Top of Available data
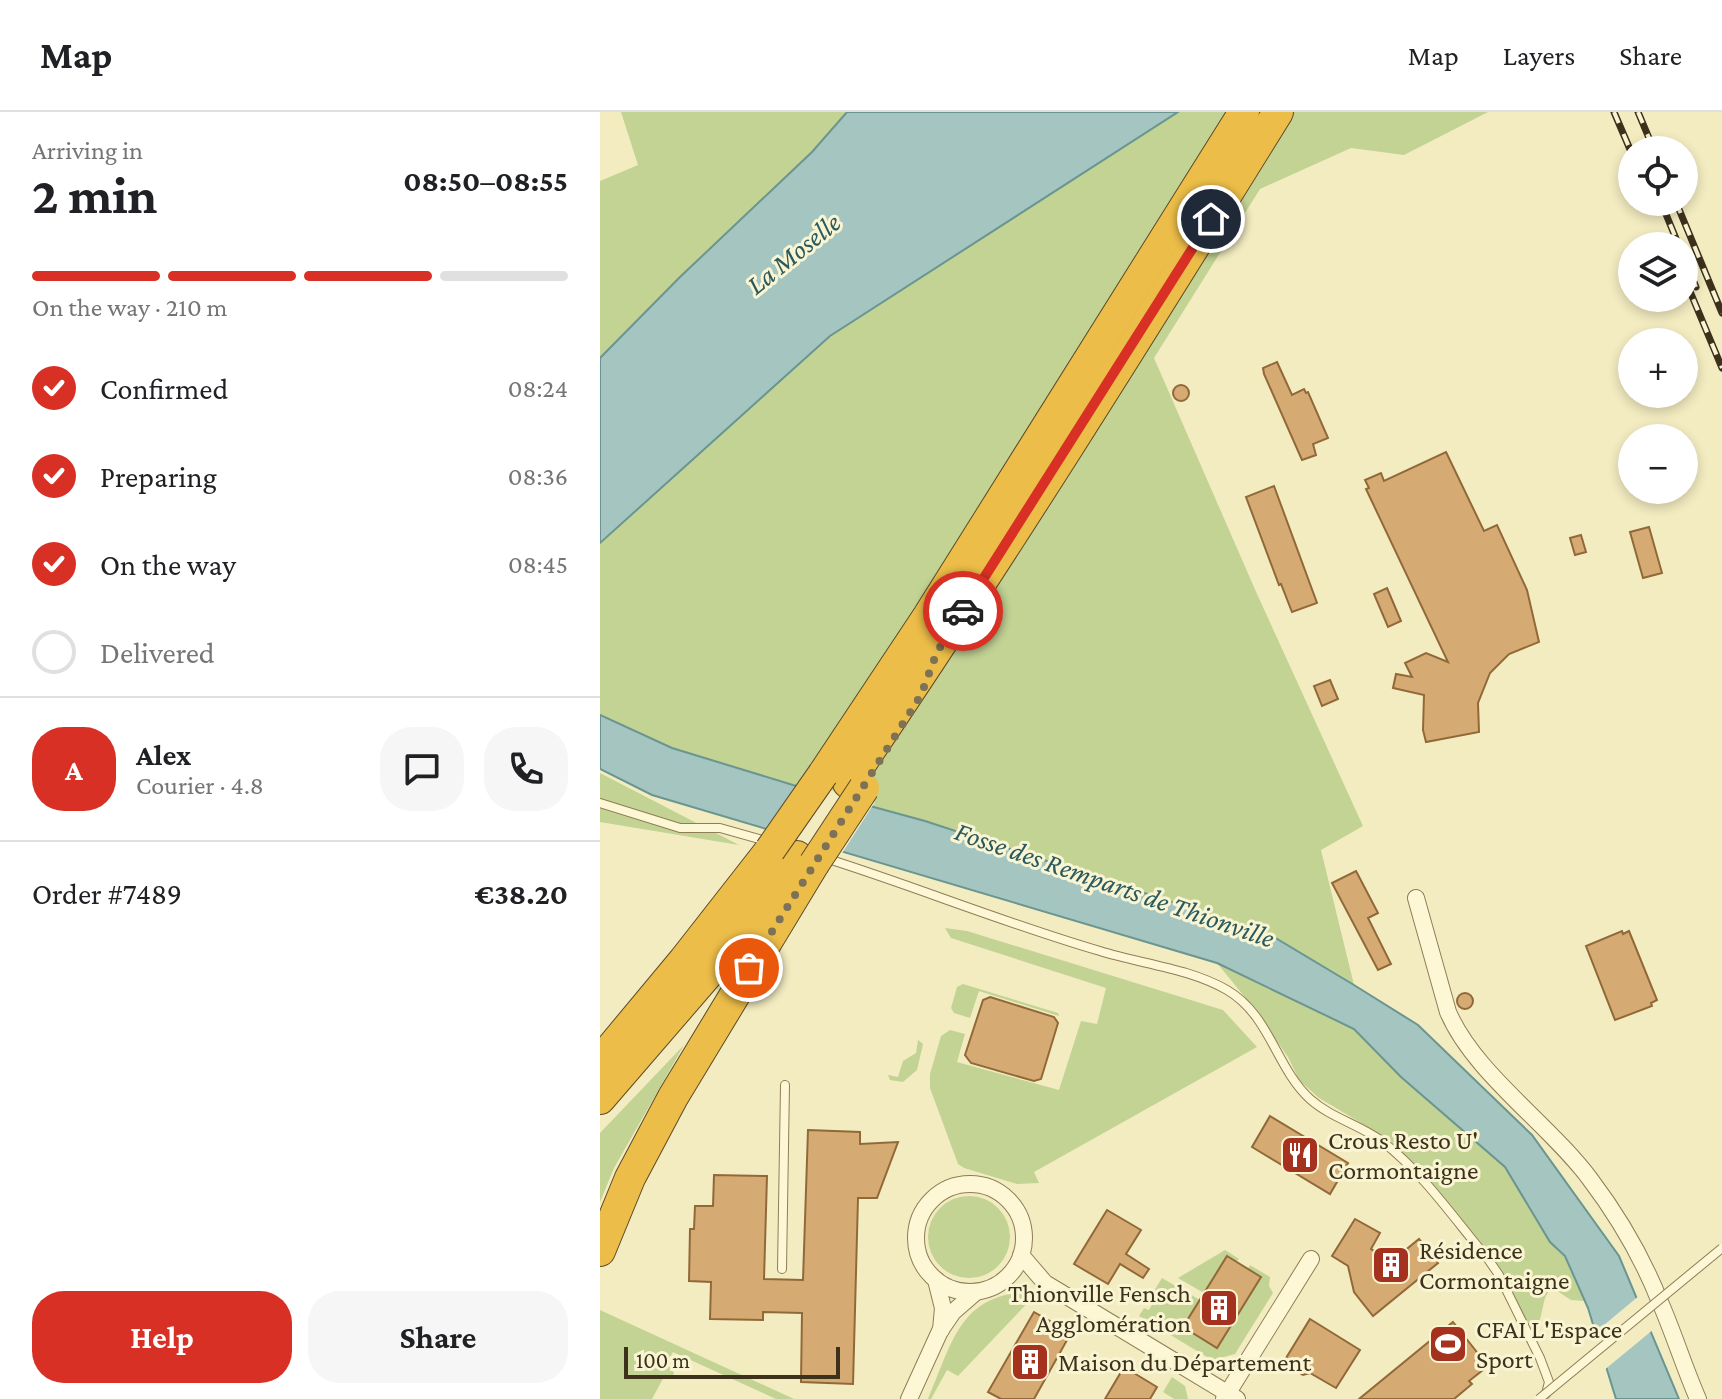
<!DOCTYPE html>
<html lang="en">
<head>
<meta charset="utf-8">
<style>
  :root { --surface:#fff; --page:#f6f6f6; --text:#202124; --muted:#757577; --line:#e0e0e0; --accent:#d93025 }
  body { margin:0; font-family:"Crimson Pro",serif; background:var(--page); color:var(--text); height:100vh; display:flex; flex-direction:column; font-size:30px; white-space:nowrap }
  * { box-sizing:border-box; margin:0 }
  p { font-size:26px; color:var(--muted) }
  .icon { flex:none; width:44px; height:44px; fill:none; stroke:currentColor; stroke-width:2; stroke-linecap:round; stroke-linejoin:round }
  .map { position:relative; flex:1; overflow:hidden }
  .side { display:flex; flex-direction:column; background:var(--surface); width:600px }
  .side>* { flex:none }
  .controls { position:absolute; left:1018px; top:24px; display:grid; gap:16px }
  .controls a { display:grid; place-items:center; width:80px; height:80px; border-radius:50%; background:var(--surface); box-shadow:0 4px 12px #0003; font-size:40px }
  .scale { position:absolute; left:24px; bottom:20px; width:216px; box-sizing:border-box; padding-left:8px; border:4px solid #3d311c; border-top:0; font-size:22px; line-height:28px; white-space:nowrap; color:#3d311c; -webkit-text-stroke:6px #f9f4d2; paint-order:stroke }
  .pin { position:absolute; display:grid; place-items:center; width:68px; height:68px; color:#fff; margin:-34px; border:4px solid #fff; border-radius:50%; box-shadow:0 2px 8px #0007 }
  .courier { position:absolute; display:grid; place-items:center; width:80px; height:80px; margin:-40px; border:6px solid #d93025; border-radius:50%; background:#fff; color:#222; box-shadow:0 2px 10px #0007 }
  .headline em { font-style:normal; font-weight:700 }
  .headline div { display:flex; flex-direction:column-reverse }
  .headline { display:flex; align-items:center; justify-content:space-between; height:136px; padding:0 32px }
  h1 { font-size:52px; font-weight:700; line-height:60px }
  .bar { display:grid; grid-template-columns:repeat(4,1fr); gap:12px 8px; align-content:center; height:96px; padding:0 32px }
  .bar i { height:10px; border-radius:6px; background:var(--line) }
  .bar .on { background:var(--accent) }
  .bar p { grid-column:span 4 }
  .line { display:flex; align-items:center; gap:20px; padding:0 32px; border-top:2px solid var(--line) }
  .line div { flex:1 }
  .round { display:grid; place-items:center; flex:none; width:84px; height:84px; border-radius:32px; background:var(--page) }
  ol { padding:0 32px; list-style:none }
  li { display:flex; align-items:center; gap:24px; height:88px }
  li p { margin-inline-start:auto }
  li .icon { padding:8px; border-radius:50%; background:var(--accent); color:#fff; stroke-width:4 }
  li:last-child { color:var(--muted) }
  li i { width:44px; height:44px; border:4px solid var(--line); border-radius:50% }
  .cta { display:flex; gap:16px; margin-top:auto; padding:16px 32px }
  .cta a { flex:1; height:92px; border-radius:32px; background:var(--accent); color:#fff; font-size:32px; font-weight:700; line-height:92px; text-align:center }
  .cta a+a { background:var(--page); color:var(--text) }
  header { display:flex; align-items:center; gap:48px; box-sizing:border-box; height:112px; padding:0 40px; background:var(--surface); border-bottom:2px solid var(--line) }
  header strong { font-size:38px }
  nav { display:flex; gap:44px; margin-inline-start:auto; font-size:28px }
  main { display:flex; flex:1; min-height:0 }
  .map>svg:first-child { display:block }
</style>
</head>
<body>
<header>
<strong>Map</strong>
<nav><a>Map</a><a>Layers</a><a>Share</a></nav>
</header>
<main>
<section class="side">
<div class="headline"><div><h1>2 min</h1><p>Arriving in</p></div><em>08:50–08:55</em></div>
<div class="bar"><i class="on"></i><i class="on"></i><i class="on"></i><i></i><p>On the way · 210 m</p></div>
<ol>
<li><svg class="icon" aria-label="check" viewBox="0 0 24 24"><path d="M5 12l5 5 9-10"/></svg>Confirmed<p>08:24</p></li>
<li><svg class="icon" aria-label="check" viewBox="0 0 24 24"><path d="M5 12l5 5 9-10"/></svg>Preparing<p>08:36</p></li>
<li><svg class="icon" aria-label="check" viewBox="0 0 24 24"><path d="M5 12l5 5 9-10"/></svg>On the way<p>08:45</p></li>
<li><i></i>Delivered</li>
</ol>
<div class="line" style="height:144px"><b class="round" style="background:var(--accent);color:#fff">A</b><div><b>Alex</b><p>Courier · 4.8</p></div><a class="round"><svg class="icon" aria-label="chat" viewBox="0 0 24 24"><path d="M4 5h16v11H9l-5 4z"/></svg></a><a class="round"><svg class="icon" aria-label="phone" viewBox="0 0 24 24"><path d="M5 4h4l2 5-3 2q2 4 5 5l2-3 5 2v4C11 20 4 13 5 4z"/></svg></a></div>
<div class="line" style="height:104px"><div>Order #7489</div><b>€38.20</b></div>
<div class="cta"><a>Help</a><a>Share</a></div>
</section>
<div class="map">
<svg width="1122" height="1287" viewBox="0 0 1122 1287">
  <rect width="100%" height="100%" fill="#f3ecc1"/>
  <g fill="#c2d394">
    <path d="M21,0H247L212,40L80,165L0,246V69L38,53Z"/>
    <path d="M578,0H888L804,43L751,36L660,77L554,246L657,482L763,714L721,738L754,873L669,821L325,709L193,673L71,636L0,603V431L230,224Z"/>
    <path d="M0,661L139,733L0,710Z"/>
    <path d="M345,816L367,819L623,898L657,935L434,1060L439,1071L417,1072L364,1056L358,1052L330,976V962L341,924L350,918L365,922L357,950L459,978L481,909L497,912L506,876L351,826Z"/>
    <path d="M617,851L755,917L801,965L905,1055L950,1130L965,1144L985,1189L971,1188L951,1175L945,1186L936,1225L929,1217L907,1166L892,1144L790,1028L719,986L699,968L688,945L652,894Z"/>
    <path d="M363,872L458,901L459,904L379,879L370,906L354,901L351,896L357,875Z"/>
    <path d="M318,928L323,932L317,958L303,970L290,968L288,963L298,965L303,949L316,941Z"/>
    <path d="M84,933L14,1056L0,1090V1021Z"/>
    <circle cx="369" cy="1125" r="41"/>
    <path d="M625,1138L639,1147L604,1181L578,1166Z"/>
    <path d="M650,1153L670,1165L669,1174L673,1181L635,1242L612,1248L539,1204L544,1196L549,1198L558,1182L554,1179L562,1166L600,1188L583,1215L617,1236L660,1165L648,1157Z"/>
    <path d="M430,1180L435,1183L358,1264L347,1258L331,1287H328C352,1232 359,1182 430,1180Z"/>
    <path d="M0,1198L194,1287H176L73,1240L67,1251L74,1261L72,1266L65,1263L52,1287H0Z"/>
    <path d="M572,1265L585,1274L588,1287H574L563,1280Z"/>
  </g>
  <g fill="#a4c5c0" stroke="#6a9590" stroke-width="2">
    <path d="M247,0H578L230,224L0,431V246L80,165L212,40Z"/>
    <path d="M0,603L72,636L193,673L325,709L669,822L754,873L818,913L932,1023L1019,1144L1079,1287H1016L988,1196L965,1144L950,1130L905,1055L801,965L754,917L617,851L52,683L0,657Z"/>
  </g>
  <g fill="#f3ecc1">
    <path d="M230,678L275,690L241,743L195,730Z"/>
    <path d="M1040,1183L1054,1217L1003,1259L992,1223Z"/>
  </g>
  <g fill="#d6ab73" stroke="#916939" stroke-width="2">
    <path d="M677,250L692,283L704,277L706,281L708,280L728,326L713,332L716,343L702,348L664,262L663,256Z"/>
    <circle cx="581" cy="281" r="8"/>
    <path d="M846,340L884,419L897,413L927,478L939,530L909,542L890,561L878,591L879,620L826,630L823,618L824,583L793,576L796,562L812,565L805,551L826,541L848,550L766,377L769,376L765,368L781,361L784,369Z"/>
    <path d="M674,374L717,491L692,500L681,472L679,473L646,385Z"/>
    <path d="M1049,415L1062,461L1043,466L1030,420Z"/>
    <path d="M981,423L986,440L975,443L970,426Z"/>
    <path d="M787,476L801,509L788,515L774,482Z"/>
    <path d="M730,568L738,587L722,594L714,574Z"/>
    <path d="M756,759L778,801L768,806L791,852L778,858L732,771Z"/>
    <path d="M1022,819L1023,822L1029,819L1057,888L1051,891L1052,894L1015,908L986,834Z"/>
    <circle cx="865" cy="889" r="8"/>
    <path d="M390,885L454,905L458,911L441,967L434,969L371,951L365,943L383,888Z"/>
    <path d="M670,1004L748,1051L730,1082L652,1035Z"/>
    <path d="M208,1018L260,1020V1032L298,1030L277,1086H258L253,1272L201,1270L202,1201L163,1200V1208L110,1207L111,1170L89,1169L90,1117H94L95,1094H113L114,1063L167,1064L164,1167L203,1168Z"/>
    <path d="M507,1098L541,1118L526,1142L549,1157L543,1166L520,1152L508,1172L474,1152Z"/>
    <path d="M755,1107L780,1121L771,1137L792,1149L819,1127L838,1151L773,1204L754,1180L748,1154L732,1144Z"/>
    <path d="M627,1144L661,1165L617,1236L583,1215Z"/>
    <path d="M434,1200L471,1221L434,1287H401L388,1280Z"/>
    <path d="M710,1207L760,1238L736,1276L710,1261L703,1263L683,1251Z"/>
    <path d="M853,1210L888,1254L869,1269L872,1272L854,1287H759Z"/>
    <path d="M524,1255L557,1275L550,1287H505Z"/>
  </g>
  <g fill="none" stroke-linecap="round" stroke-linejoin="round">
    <defs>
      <g id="service">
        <path d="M0,691L80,716H120L170,730"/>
        <path d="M225,746C317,775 407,812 500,839C541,852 589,856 627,878C670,903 676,956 710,987C731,1006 761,1013 783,1030C824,1062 855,1108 888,1147L899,1163L940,1246L949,1270L946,1282"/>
        <path d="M182,1157L185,973"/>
      </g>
      <g id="minor">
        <path d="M816,786L848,900C874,961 949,1012 990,1067C1018,1104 1043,1147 1060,1190C1074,1222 1084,1255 1098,1287"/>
        <circle cx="370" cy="1126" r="54"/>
        <path d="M421,1143L445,1171L637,1287"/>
        <path d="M336,1168L343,1196L341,1218"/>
        <path d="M309,1287L340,1219L353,1200L376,1180"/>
        <path d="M624,1287L711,1147"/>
      </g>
      <g id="motorway">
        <path d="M223,662L328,504L644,0"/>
        <path d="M248,671C397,452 538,226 678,0"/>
        <path d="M0,949L84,848L170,738"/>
        <path d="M0,987L107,863L197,744"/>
        <path d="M0,1139L30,1066L73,985L214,752"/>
      </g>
    </defs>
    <use href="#service" stroke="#8f7d56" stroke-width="10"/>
    <use href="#minor" stroke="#8f7d56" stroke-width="18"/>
    <use href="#motorway" stroke="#5c4a2b" stroke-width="32"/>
    <use href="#service" stroke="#fdf7d6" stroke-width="8"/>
    <use href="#minor" stroke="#fdf7d6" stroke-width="16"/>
    <use href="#motorway" stroke="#ecbd48" stroke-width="30"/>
    <defs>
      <g id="rail">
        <path d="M1014,0L1032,42"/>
        <path d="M1038,0L1054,38"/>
        <path d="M1061,90L1079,134"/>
        <path d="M1076,90L1122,201"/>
        <path d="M1084,145L1096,175"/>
        <path d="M1084,165L1122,256"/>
      </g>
    </defs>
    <use href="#rail" stroke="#3d311c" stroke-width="7"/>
    <use href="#rail" stroke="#f9f4d2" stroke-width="4" stroke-dasharray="12" stroke-linecap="butt"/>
    <defs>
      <path id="service-bridge" d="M939,1287L1122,1136"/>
      <g id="motorway-bridge">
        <path d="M170,738L223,662"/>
        <path d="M214,752L264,676"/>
      </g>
    </defs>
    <use href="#service-bridge" stroke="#8f7d56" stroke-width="10" stroke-linecap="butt"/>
    <use href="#motorway-bridge" stroke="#5c4a2b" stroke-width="32" stroke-linecap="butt"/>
    <use href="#service-bridge" stroke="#fdf7d6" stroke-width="8"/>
    <use href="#motorway-bridge" stroke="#ecbd48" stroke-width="30"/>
  </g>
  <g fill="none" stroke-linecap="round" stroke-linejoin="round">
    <path stroke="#7d7256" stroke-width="8" stroke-dasharray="0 14.4" d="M149,856L321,583L337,540L363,499"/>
    <path stroke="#d93025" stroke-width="10" d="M363,499L611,107"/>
  </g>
  <defs>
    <symbol id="restaurant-square" viewBox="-11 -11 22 22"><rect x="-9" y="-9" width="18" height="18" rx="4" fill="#a5321f" stroke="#f9f4d2"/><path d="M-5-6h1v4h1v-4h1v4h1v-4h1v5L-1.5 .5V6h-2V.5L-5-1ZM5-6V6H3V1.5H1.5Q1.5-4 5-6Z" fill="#fff"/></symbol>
    <symbol id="building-square" viewBox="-11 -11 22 22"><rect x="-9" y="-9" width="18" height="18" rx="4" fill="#a5321f" stroke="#f9f4d2"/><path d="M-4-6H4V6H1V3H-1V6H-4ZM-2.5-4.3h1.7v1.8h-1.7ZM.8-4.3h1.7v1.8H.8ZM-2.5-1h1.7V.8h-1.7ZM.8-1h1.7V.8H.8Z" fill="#fff"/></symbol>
    <symbol id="stadium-square" viewBox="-11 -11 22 22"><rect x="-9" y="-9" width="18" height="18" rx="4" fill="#a5321f" stroke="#f9f4d2"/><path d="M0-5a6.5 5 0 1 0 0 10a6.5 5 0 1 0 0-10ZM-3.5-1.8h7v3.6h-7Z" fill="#fff"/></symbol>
  </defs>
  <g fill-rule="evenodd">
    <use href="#restaurant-square" x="678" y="1021" width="44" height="44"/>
    <use href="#building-square" x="769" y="1131" width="44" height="44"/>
    <use href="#building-square" x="597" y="1174" width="44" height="44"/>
    <use href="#stadium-square" x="826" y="1210" width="44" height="44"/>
    <use href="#building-square" x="408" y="1228" width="44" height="44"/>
  </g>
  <g text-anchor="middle" stroke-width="6" stroke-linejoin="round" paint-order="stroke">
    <g font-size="26" fill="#3d311c" stroke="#f9f4d2" text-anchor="start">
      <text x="728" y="1037">Crous Resto U'<tspan x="728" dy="30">Cormontaigne</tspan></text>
      <text x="819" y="1147">Résidence<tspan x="819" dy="30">Cormontaigne</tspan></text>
      <text x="591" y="1190" text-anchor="end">Thionville Fensch<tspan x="591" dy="30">Agglomération</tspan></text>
      <text x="876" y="1226">CFAI L'Espace<tspan x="876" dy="30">Sport</tspan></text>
      <text x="458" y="1259">Maison du Département</text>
    </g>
    <g font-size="28" font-style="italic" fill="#2a5a5f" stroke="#f9f4d2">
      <text transform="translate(193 141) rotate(-39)" y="10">La Moselle</text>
      <text transform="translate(515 772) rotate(19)" y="10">Fosse des Remparts de Thionville</text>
    </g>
  </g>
</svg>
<div class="controls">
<a><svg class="icon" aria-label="locate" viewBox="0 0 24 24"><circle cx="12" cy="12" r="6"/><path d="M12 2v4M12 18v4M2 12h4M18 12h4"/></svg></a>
<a><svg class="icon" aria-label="layers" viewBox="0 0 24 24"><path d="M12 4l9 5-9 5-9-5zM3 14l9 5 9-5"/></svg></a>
<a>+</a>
<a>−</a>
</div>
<div class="scale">100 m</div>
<div class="pin" style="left:149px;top:856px;background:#ea580c"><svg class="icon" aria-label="bag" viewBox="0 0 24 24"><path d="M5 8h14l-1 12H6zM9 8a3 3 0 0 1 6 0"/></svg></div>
<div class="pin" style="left:611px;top:107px;background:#1f2937"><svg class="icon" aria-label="home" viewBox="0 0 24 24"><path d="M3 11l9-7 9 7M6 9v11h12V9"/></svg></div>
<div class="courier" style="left:363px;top:499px"><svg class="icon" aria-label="car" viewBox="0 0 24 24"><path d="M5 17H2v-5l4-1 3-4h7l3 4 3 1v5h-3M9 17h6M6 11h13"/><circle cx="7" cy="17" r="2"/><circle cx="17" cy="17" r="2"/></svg></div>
</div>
</main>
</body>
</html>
Bottom of Available data
**Problem:**
Where a line of the records contains the word "strong", copy that line.

**Finished task:**
  header strong { font-size:38px }
<strong>Map</strong>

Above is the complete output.